THE RELATIONSHIP BETWEEN POVERTY, IGNORANCE, AND RELIGION

        The Science Channel recently aired a controversial and surprising new television program entitled Through the Wormhole. It is a discussion of current scientific issues with the actor, Morgan Freeman, as its host. In one episode entitled “Did we invent God or did God invent us?” Freeman explores the question of whether the concept of God is purely a product of our brains. As part of the discussion, Freeman tells about the ideas of a University of Texas psychologist named Jennifer Whitson. Through experiment, Whitson illustrates how people who feel that they have no control over their lives and surroundings are more likely to look for explanations in something mystical. On the other hand, people who feel well in control of their lives are less likely to believe in mystical or  spiritual beings controlling their destinies.

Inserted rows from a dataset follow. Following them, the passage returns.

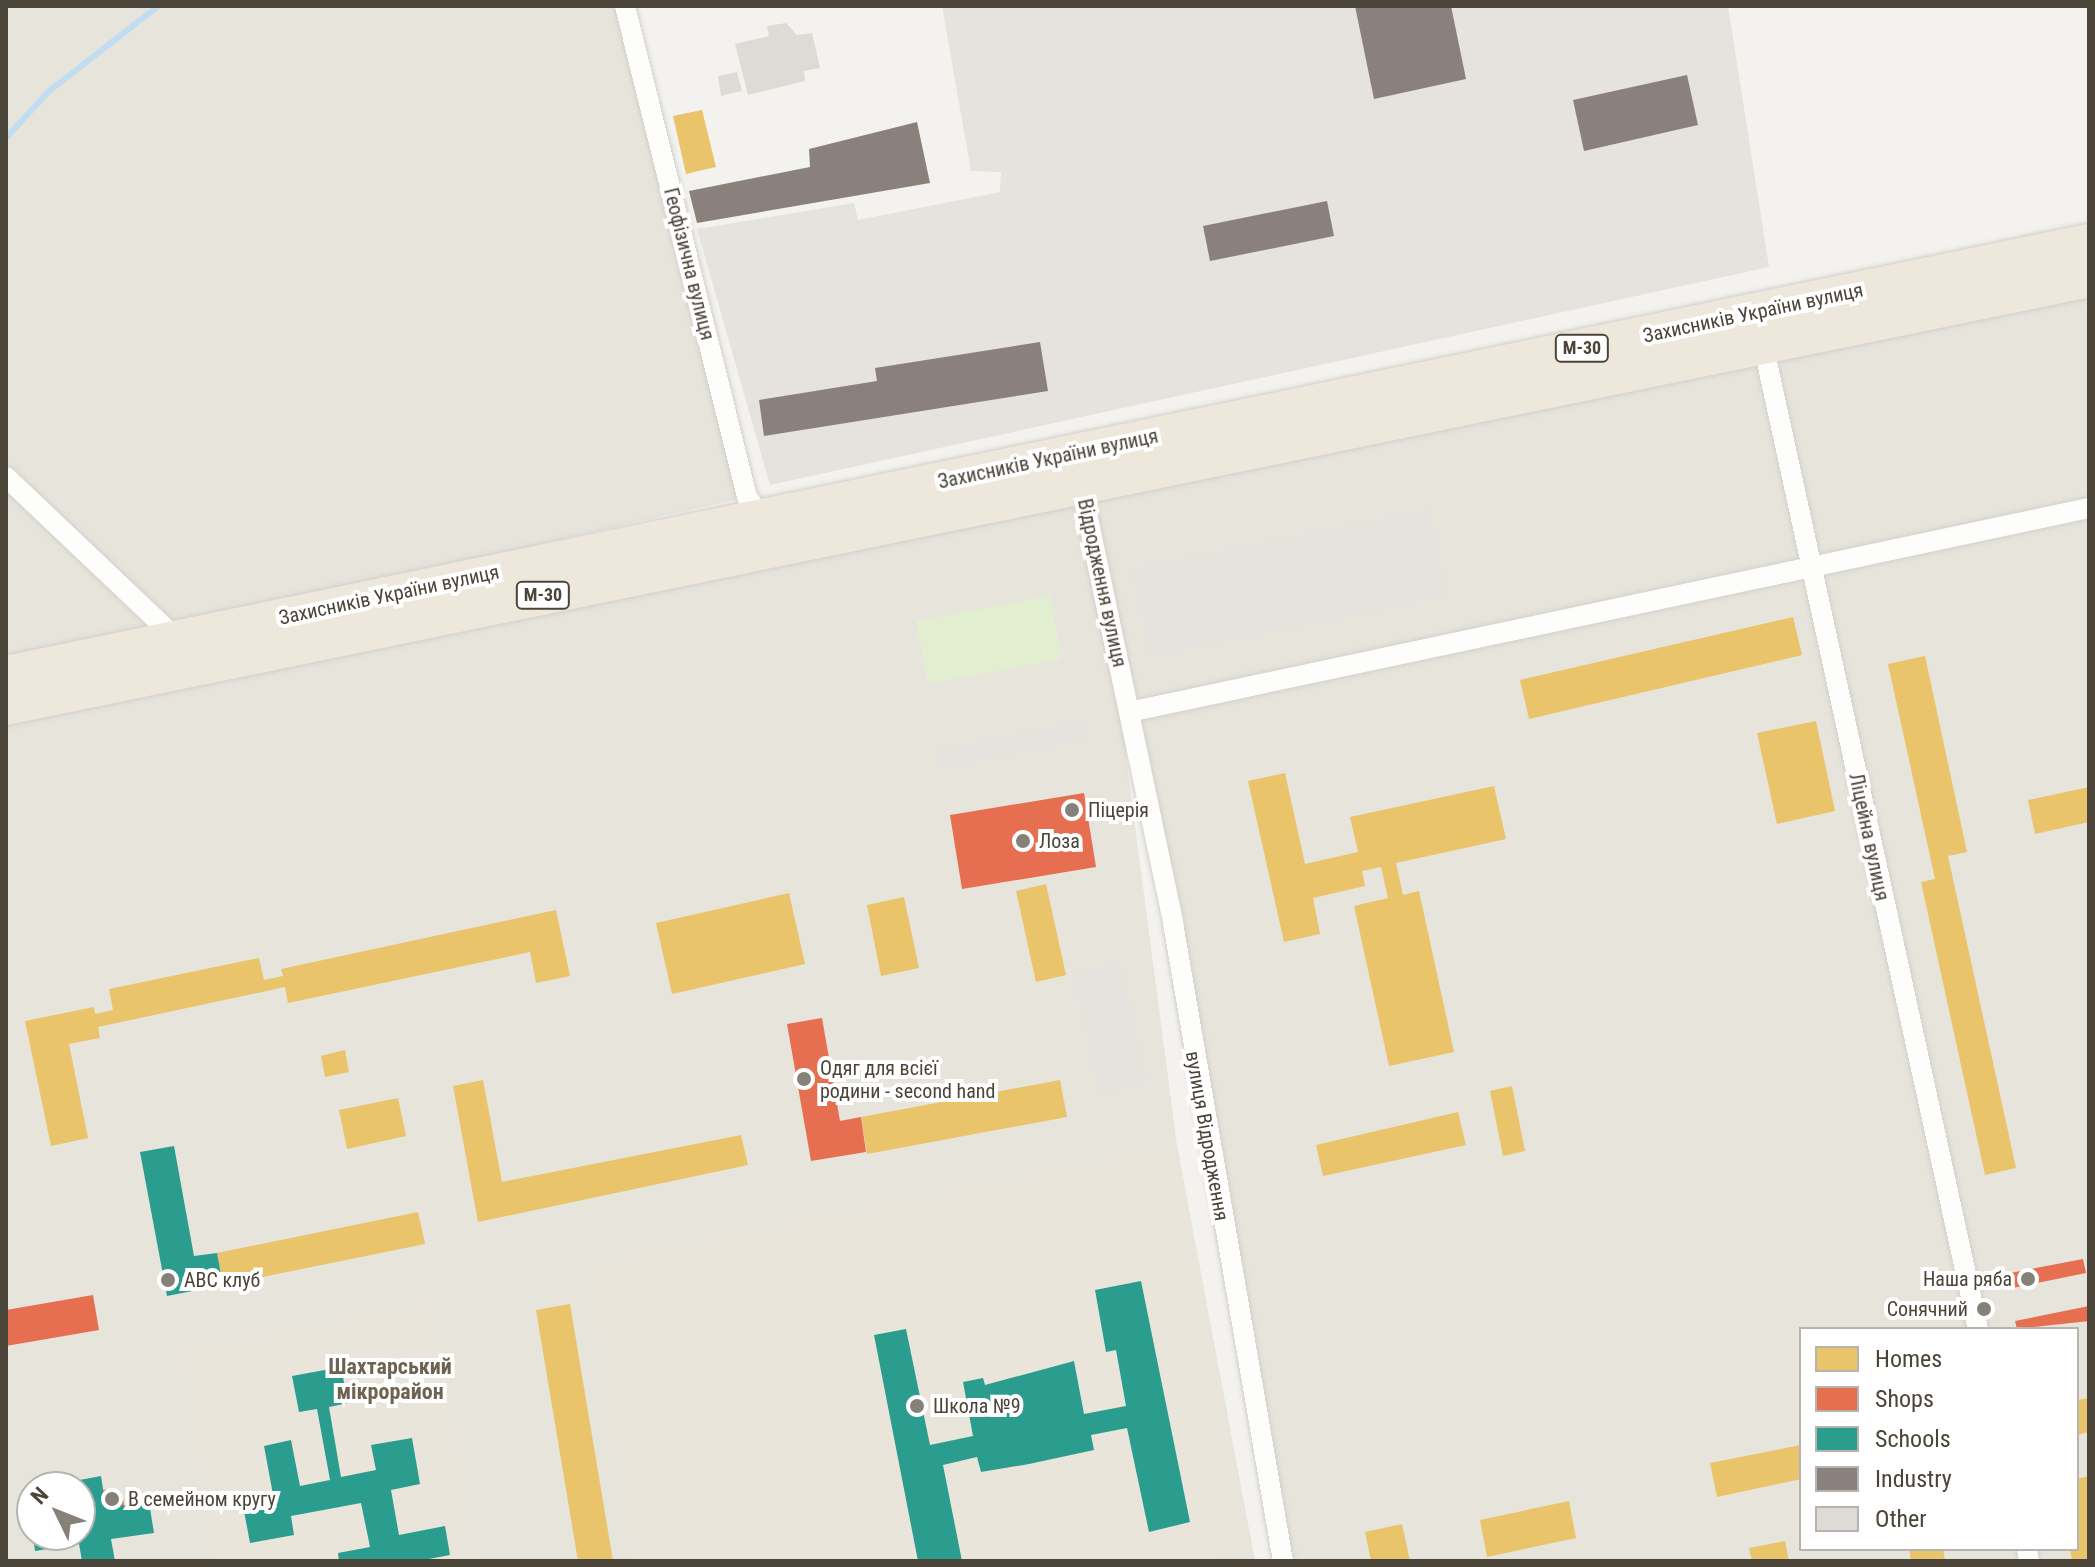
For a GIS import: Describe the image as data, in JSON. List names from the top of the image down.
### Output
{
  "streets": {
    "highway": ["Захисників України вулиця", "М-30"],
    "street": [
      "Геофізична вулиця",
      "Відродження вулиця",
      "Ліцейна вулиця",
      "вулиця Відродження"
    ]
  },
  "crossings": [
    ["Геофізична вулиця", "Захисників України вулиця"],
    ["Захисників України вулиця", "Відродження вулиця"],
    ["Захисників України вулиця", "Ліцейна вулиця"],
    ["Відродження вулиця", "вулиця Відродження"]
  ],
  "districts": ["Шахтарський мікрорайон"],
  "places": [
    "Піцерія",
    "Лоза",
    "Одяг для всієї родини - second hand",
    "Наша ряба",
    "ABC клуб",
    "Сонячний",
    "Школа №9",
    "В семейном кругу"
  ],
  "legend": [
    "Homes",
    "Shops",
    "Schools",
    "Industry",
    "Other"
  ],
  "north": "top left"
}
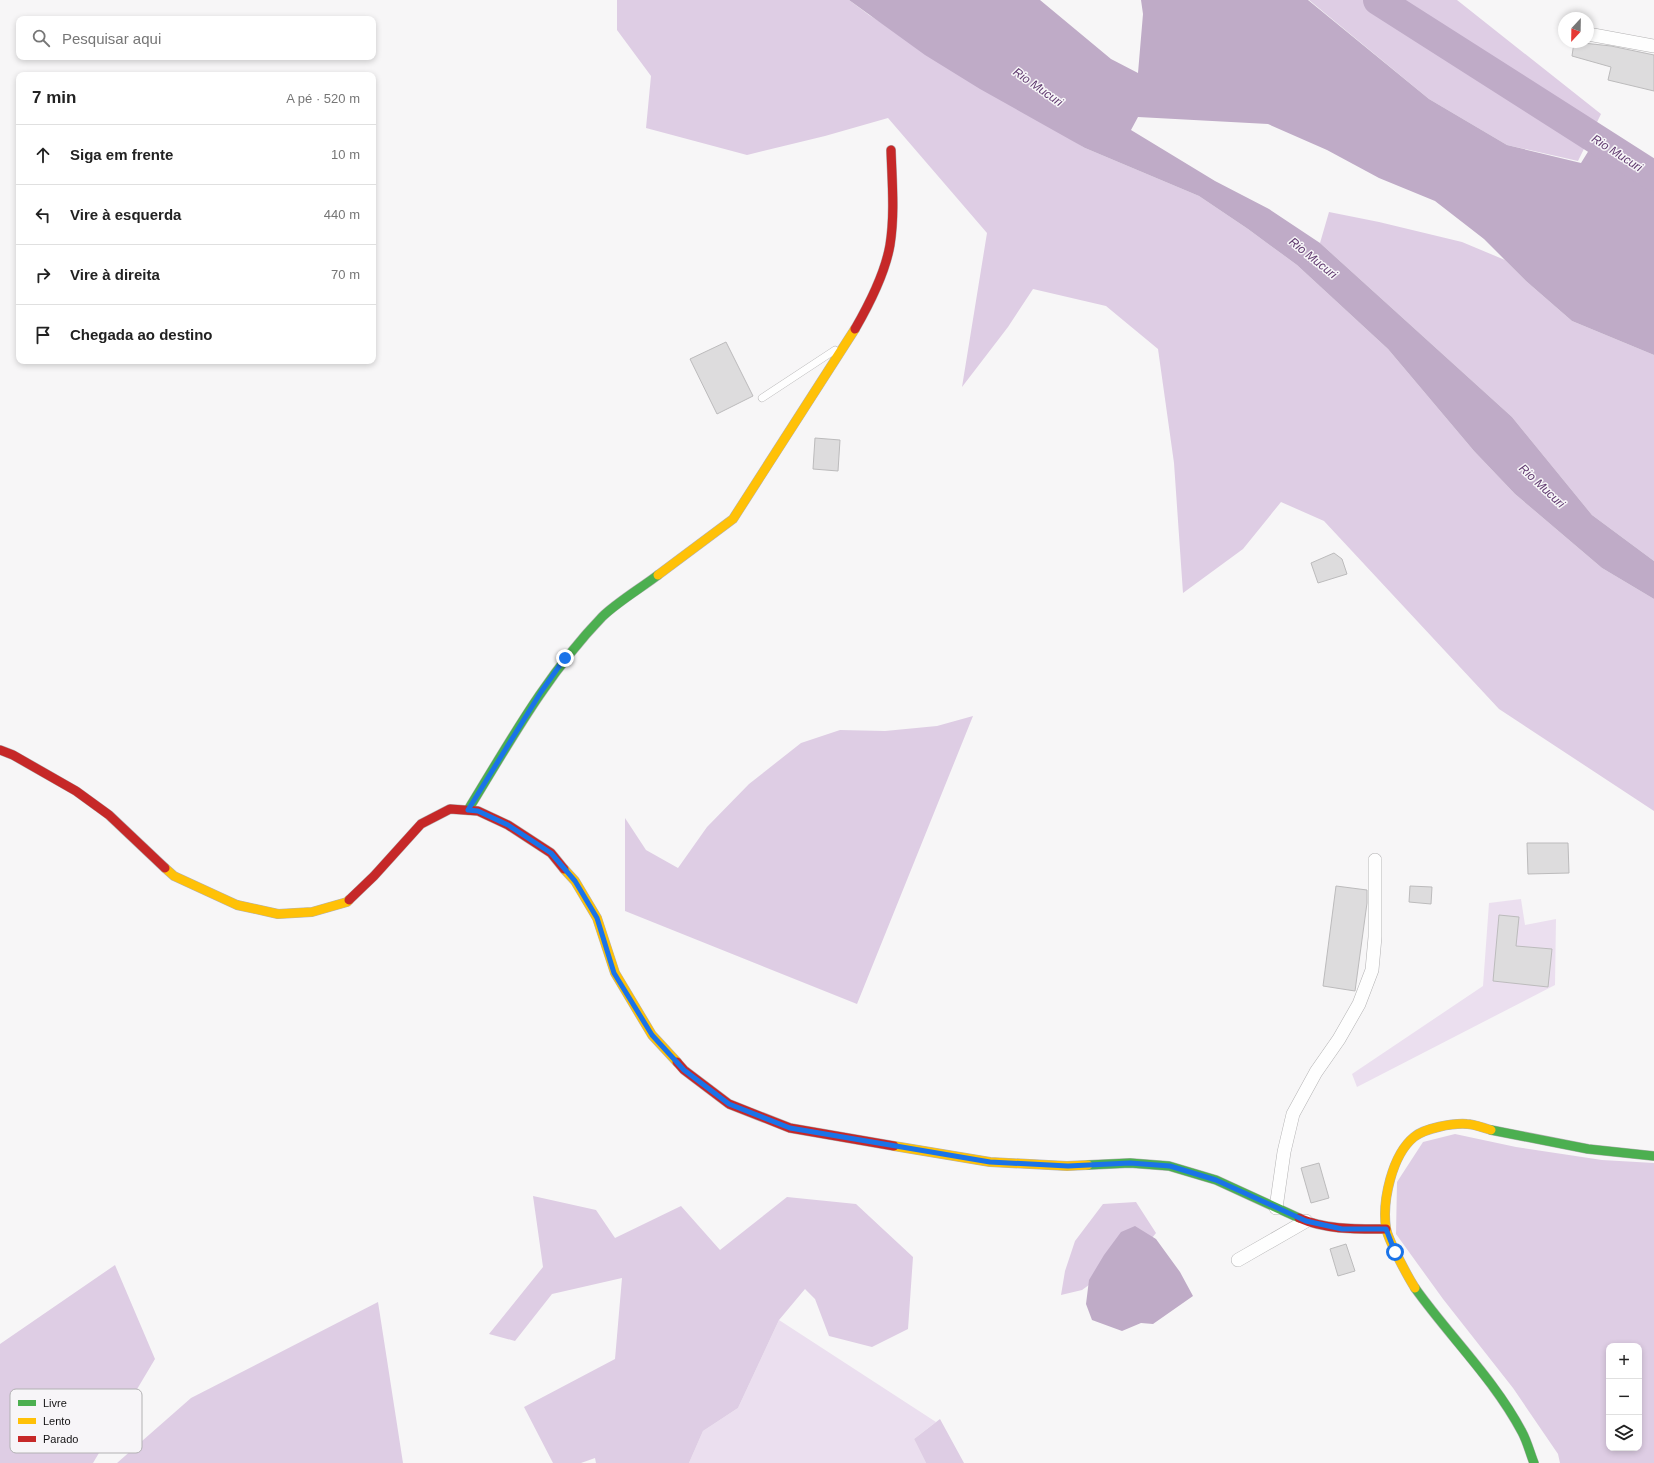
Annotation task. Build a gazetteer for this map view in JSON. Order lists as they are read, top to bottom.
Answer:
{
  "water": ["Rio Mucuri"],
  "legend": ["Livre", "Lento", "Parado"],
  "north": "bottom",
  "page": {
    "search": "Pesquisar aqui",
    "heading": ["7 min", "A pé · 520 m"],
    "list": [
      ["Siga em frente", "10 m"],
      ["Vire à esquerda", "440 m"],
      ["Vire à direita", "70 m"],
      "Chegada ao destino"
    ],
    "map_buttons": ["+", "−"]
  }
}
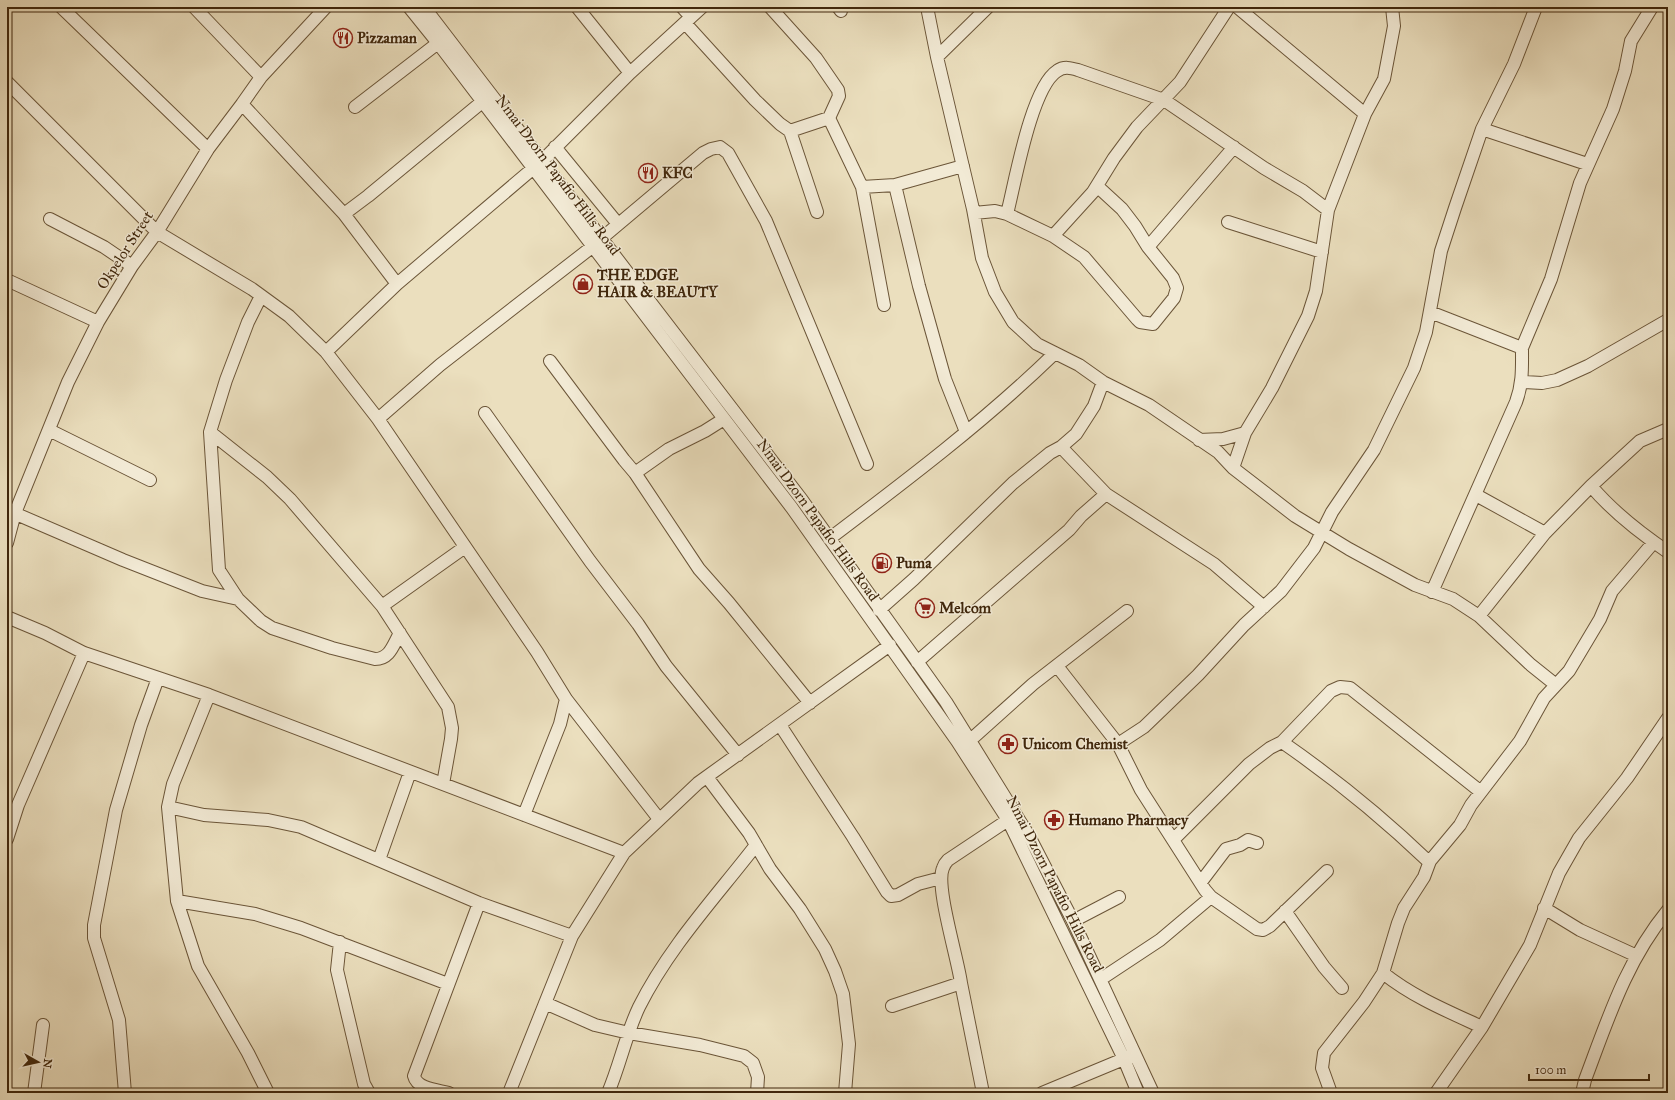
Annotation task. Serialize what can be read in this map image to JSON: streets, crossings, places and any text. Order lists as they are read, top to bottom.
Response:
{
  "streets": {
    "street": ["Nmai Dzorn Papafio Hills Road", "Okpelor Street"]
  },
  "places": {
    "restaurant": ["Pizzaman", "KFC"],
    "shop": ["THE EDGE HAIR & BEAUTY"],
    "fuel station": ["Puma"],
    "supermarket": ["Melcom"],
    "pharmacy": ["Unicom Chemist", "Humano Pharmacy"]
  },
  "scale_bar": "100 m",
  "north": "right"
}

            One of Whitson’s experiments involved having people try to solve random problems. There were no right or wrong answers to the problems, but Whitson designed the experiment so that some people would feel that they were solving all of the problems while others were made to feel that they were failing to solve any of the problems. As a final part of the experiment she gave each of the people a picture of random static noise such as appears on a television screen. There were no pictures in the static, but the people who had been made to feel that they had failed to solve any of the problems, and who were discouraged with the feeling that they had no control, regularly claimed that they saw a picture of something in the static. Those who thought they had done well with the problems and felt in control said that they did not see anything in the static.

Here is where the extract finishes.